As a sport, auto racing has dealt with tragedy before. But there is a difference in this and a driver dying in a car wreck. Even with a gut-wrenching loss such as Dan Wheldon or Dale Earnhardt, there is the understanding that this is the deal they struck to pursue the sport they loved.
But a kid running down the interstate? How can you ever reconcile that? How can you absorb all of the moments, all of the promise, all of the life, that was squandered?
All of which leads us to the combustible Tony Stewart, the man who must answer all of the questions, including those he might ask of himself.
Even now, there are those who call out "murderer!'' to Stewart on his own Facebook page. Also, there are those who defend Stewart, 43, of everything but being in the wrong race car at the wrong time. The truth, as it usually is, probably lies somewhere in the middle.
And so the Trial of Tony Stewart begins in public. In many ways, his reputation is already a witness against him.
Can you imagine this happening to another driver, a gentler driver? Jimmie Johnson, maybe. Dale Earnhardt Jr.? The same things wouldn't be said, nor would the same tone be used. The public would try to understand. It would try to feel their pain. It would not suggest the same reckless behavior.
Ah, but this is Stewart. This is the hothead. This is the guy who left his own race car two years ago to throw a helmet at Matt Kenseth. This is the pushing, prodding, in-your face brawler who kicks tape recorders and takes no prisoners. If his engine wasn't going to blow a gasket, then by golly, Stewart was.

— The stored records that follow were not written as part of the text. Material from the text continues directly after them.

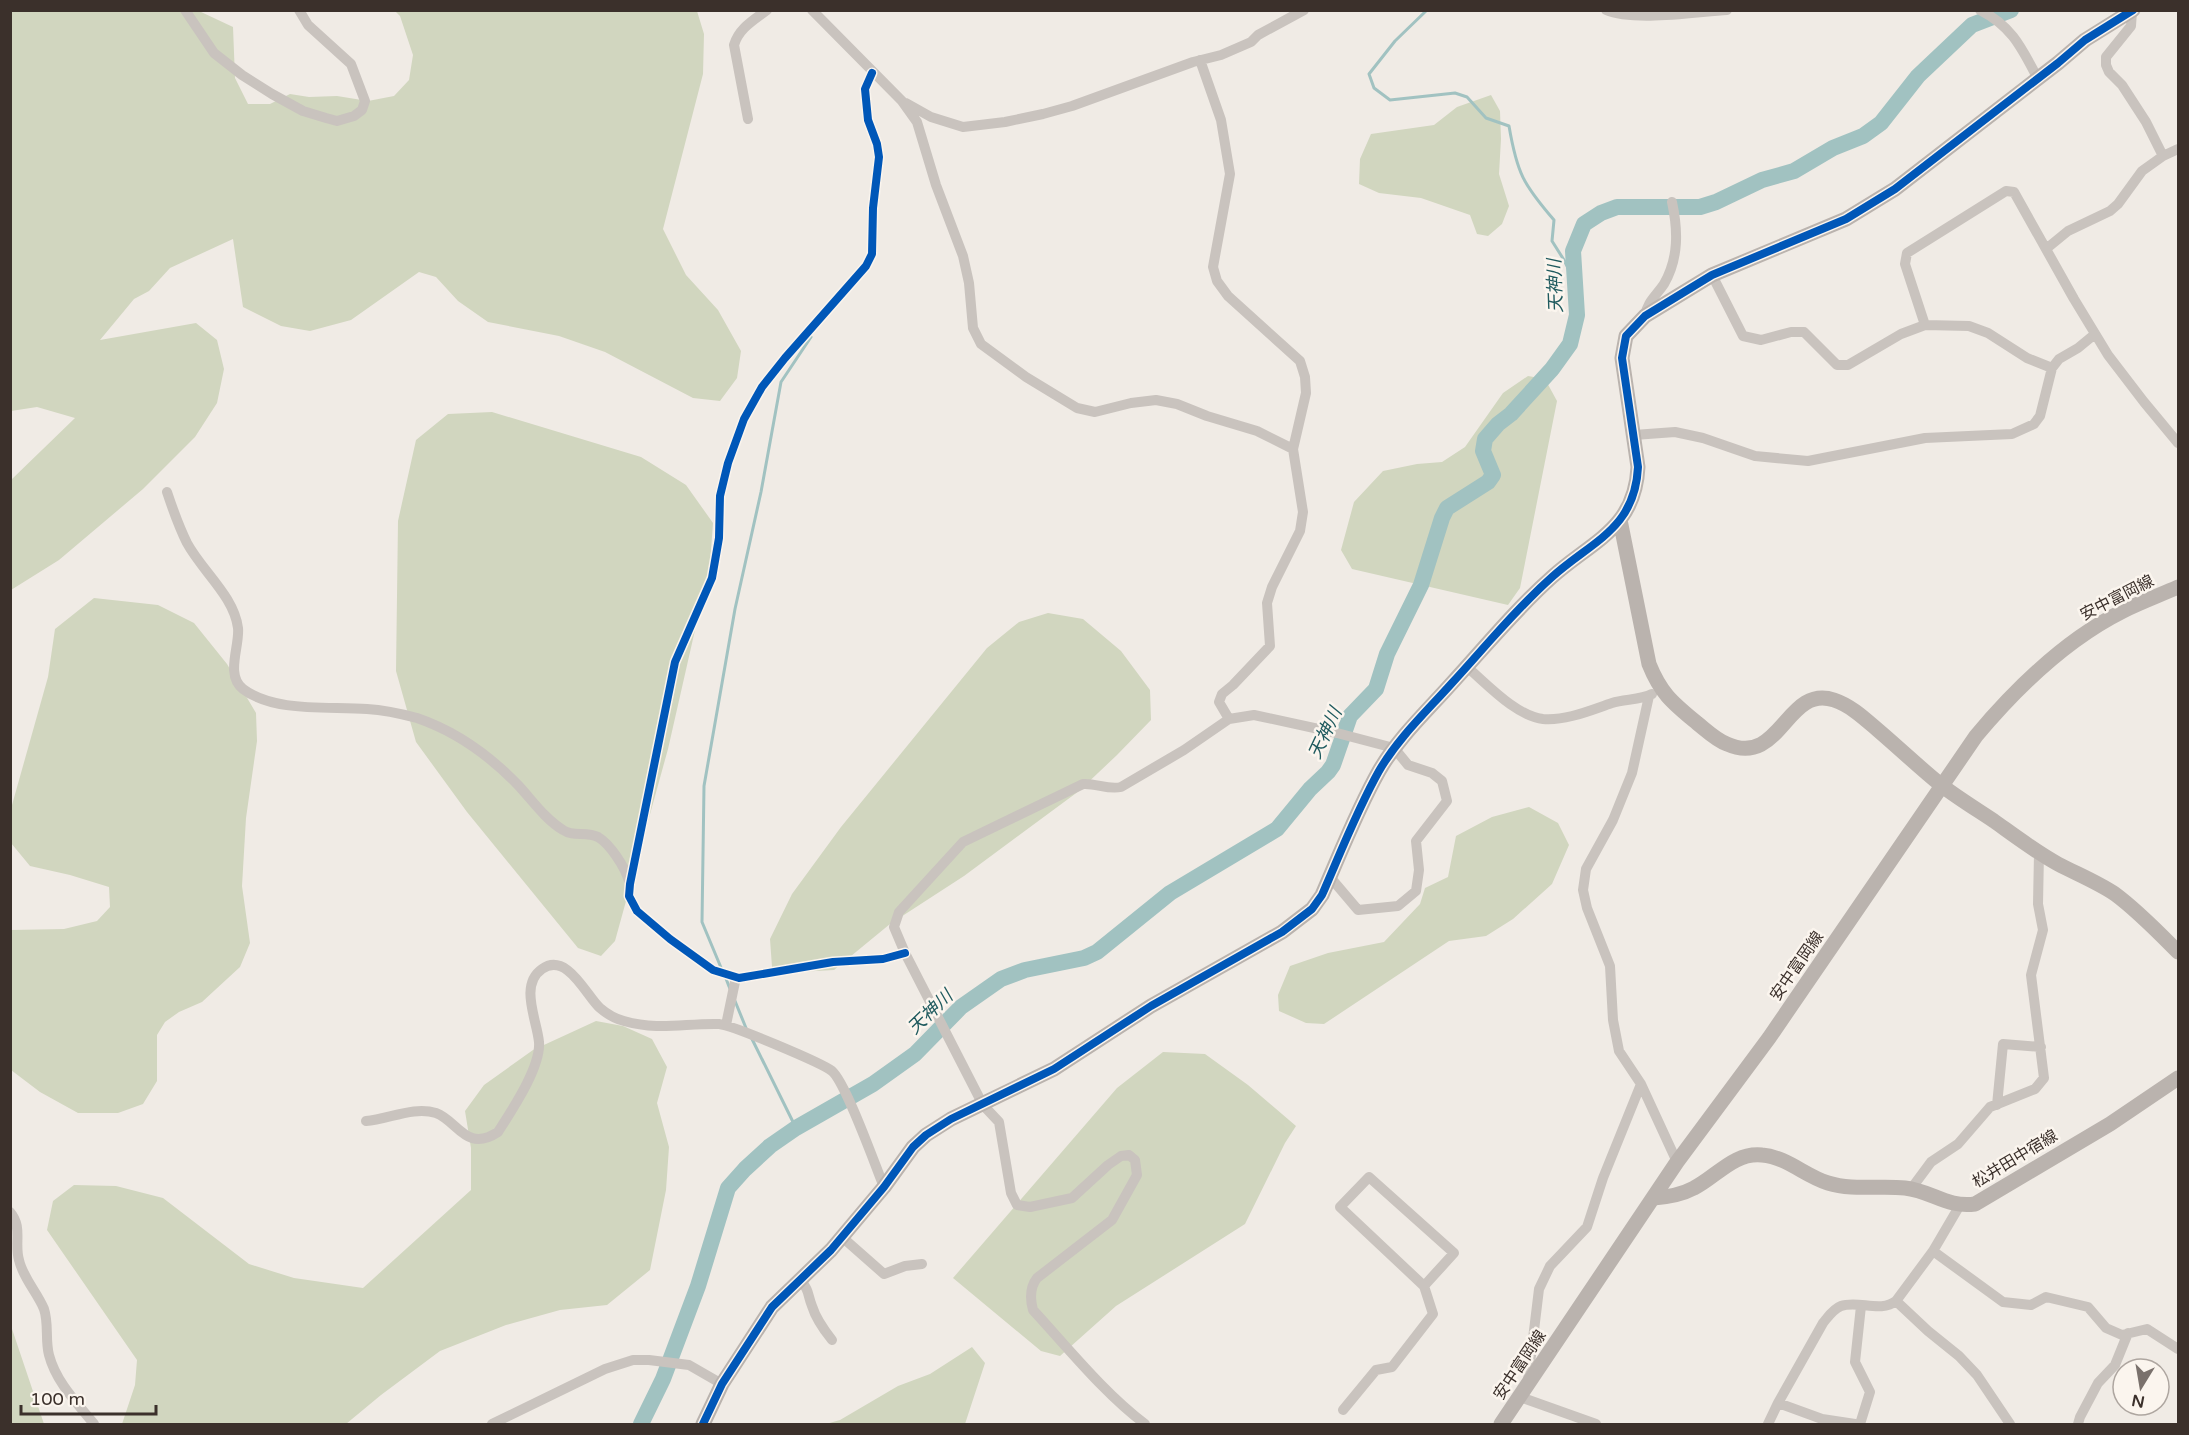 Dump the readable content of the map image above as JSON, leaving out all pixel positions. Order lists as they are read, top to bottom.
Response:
{
  "streets": {
    "street": ["安中富岡線", "松井田中宿線"]
  },
  "crossings": [
    ["安中富岡線", "松井田中宿線"]
  ],
  "water": ["天神川"],
  "scale_bar": "100 m",
  "north": "bottom"
}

What we are left with then, if we are fair, are questions.
What did Stewart see? It was night, and the lighting has been questioned, and Ward was wearing dark clothing. Still, others did manage to swerve to avoid Ward. Tyler Graves, another sprint car driver who was sitting in the stands, told the Sporting News that a driver should have been able to see Ward.
Even under a caution flag, however, there are cars in another's line of sight. It stands to reason that, eventually, a man on a racetrack is going to get hit. But was vision the problem here? Was the quick judgment an issue?

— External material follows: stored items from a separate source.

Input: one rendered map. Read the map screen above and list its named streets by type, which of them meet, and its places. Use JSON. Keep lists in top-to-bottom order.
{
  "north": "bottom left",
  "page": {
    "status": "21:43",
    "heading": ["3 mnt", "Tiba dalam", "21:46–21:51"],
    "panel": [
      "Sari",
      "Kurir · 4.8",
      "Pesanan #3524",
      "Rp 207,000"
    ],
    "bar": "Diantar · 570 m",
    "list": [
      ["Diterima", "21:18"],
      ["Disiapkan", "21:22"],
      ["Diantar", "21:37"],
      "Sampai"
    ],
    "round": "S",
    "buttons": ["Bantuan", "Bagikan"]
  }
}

What was Stewart's intent? This might eventually be up to the courts to decide in a civil case. Was Stewart really trying to come close enough to intimidate Ward, as has been suggested? Did he really want to spray some dirt on him and instead got too close? Was he simply trying to speed past Ward?
Fans are going to believe what they wish. Stewart fans will be horrified by any suggestion of intent. Stewart's critics will point to his history and wonder.
"Kevin was (angry) and he let Tony know,'' Graves said. "And Tony was trying to let Kevin know that he wasn't too happy either. He went over the line with it.''
This is a crucial element of the debate. If Stewart had any intent, any, then he shares the blame of what happened.
On the other hand, how do you read into a man's soul? Unless there are experts dissecting the film, it's going to be difficult to judge.
Was Stewart really prepared to race Sunday, regardless? The first statement from the Stewart camp was that it was "business as usual,'' which to some indicated indifference to what had occurred.
But let's be real here. Do you really think Stewart himself is tweeting on the morning before a race? Do you think he is that callous?
Look, drivers live a lot closer to death than the rest of us. Remember how Wheldon's death left a mark on everyone around him? How can you argue on one hand that Stewart played a role, however small, in a man's death and argue on the other that he didn't feel this? Whether he felt he should race on Sunday, even for a moment, is a different argument. But I'm inclined to give him the benefit of the doubt here.
Does Stewart realize this could have been him? Over the next few days, when people talk about Stewart, the old images of him flinging his helmet toward Kenseth's car will be in the background. You can still talk about tempers out of control, and it's easier to watch.
Every time, however, you will know that it could have been Stewart wandering too far, that it could have been Kenseth who might have been the driver in a senseless tragedy.
In the echoes of such a horrible moment for a sport, none of us has the answers. We can pretend we do. We can talk Internet tough.
The tougher questions involve state of mind. They're the ones being asked by Ward's relatives. They're the ones being asked by other drivers. They're the ones being asked by those who run the sport.
And, yes, they should be the ones being asked by Stewart, too.